Here, we present an integrated comparison of gene expression, translation, protein abundance, and phosphorylation in organs from young and old rats. Our work expands the list of proteins that are affected by chronological age in mammals. Although some of the functional modules discussed above were previously identified as hallmarks of aging, we identified hundreds of molecular events underlying these processes that were previously unknown to be affected by age. We thus provide a rich resource that should stimulate the generation of new, experimentally testable hypotheses, leading to a better understanding of aging on the organism level.

The comparison of two organs with different physiology and regenerative capacity enabled us to distinguish organ-specific effects from more systemic effects of aging. Intuitively, our results suggest that organ-specific effects of age are tightly linked to the organ function. For example, in brain, multiple alterations of key signaling mediators are observed. We speculate that these alterations might be part of a progressive functional deterioration that affect the maintenance of neuronal plasticity in old brains and other phenotypes observed the aging brain. Notably, 45 of the changes that we identified in old rat brains are consistent with a previous transcriptomics study of aging human brains, suggesting that age-related changes in the proteome and transcriptome are to some extent conserved from rat to humans.
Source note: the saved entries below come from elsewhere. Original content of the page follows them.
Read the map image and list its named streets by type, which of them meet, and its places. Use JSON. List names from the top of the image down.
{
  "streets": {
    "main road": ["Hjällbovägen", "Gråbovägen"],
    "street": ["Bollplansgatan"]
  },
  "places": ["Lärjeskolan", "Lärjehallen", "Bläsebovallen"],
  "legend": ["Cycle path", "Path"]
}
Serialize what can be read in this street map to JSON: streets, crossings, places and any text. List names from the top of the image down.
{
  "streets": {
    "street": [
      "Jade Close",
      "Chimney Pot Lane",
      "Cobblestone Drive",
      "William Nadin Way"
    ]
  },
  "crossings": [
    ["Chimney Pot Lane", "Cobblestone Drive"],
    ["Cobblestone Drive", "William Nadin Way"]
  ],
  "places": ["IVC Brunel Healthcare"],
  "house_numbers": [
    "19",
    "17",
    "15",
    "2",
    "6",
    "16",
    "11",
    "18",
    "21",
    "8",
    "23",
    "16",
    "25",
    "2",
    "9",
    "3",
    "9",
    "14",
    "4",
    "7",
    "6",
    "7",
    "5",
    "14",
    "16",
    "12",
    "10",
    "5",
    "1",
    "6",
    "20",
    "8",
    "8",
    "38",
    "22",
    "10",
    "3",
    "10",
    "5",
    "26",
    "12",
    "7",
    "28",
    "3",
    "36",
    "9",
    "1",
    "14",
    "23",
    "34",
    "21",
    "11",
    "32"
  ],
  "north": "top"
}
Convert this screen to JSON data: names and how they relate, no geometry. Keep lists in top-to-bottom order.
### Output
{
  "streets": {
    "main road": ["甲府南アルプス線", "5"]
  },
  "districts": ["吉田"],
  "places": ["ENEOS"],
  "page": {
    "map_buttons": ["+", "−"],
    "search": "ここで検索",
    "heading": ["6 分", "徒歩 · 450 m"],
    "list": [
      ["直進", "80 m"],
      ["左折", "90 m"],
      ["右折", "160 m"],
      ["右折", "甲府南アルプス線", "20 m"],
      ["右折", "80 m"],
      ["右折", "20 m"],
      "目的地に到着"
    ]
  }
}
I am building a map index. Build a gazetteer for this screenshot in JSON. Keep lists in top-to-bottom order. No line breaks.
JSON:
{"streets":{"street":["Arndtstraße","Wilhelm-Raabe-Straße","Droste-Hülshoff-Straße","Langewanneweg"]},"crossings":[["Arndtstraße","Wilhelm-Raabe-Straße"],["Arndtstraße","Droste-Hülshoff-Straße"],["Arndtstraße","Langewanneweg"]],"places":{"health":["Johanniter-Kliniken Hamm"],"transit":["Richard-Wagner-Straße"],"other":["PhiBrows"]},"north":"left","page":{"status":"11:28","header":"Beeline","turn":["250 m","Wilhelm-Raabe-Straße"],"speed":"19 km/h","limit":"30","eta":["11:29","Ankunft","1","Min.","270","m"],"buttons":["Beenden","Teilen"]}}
The systemic impact of chronological age on proteome homeostasis manifests on many levels. In the liver, the majority of age-dependent changes are driven by alteration of transcript abundance (58% of the affected transcripts versus only 25% in brain), suggesting the occurrence of age-related changes in transcriptional regulation. In contrast, the brain appeared to be affected by age largely at the translational level. Our data suggest that an age-associated remodeling of the translation machinery in the brain may ultimately lead to alterations of the translation efficiency of a subset of transcripts in old animals. Specifically, we identified 15% of the brain transcripts to be affected by a change in translation (versus only 2% in liver).

Despite the correlation between translation output and protein abundances, not all the observed changes of protein abundance could be explained by changes in translation output, particularly in brain. This phenomenon strongly indicates a higher degree of post-translational control in the brain as compared to the liver. Indeed, our proteomic analysis revealed that key regulators of protein homeostasis were altered in aged brain, including several components of the ubiquitin-proteasome and autophagy systems. These findings imply that altered protein homeostasis, which has been shown to affect organism longevity under stress-response conditions, also leads to detectable proteomic alterations that occur between young and old animals. The exact consequences and targets of such alterations are likely complex and remain to be explored in detail.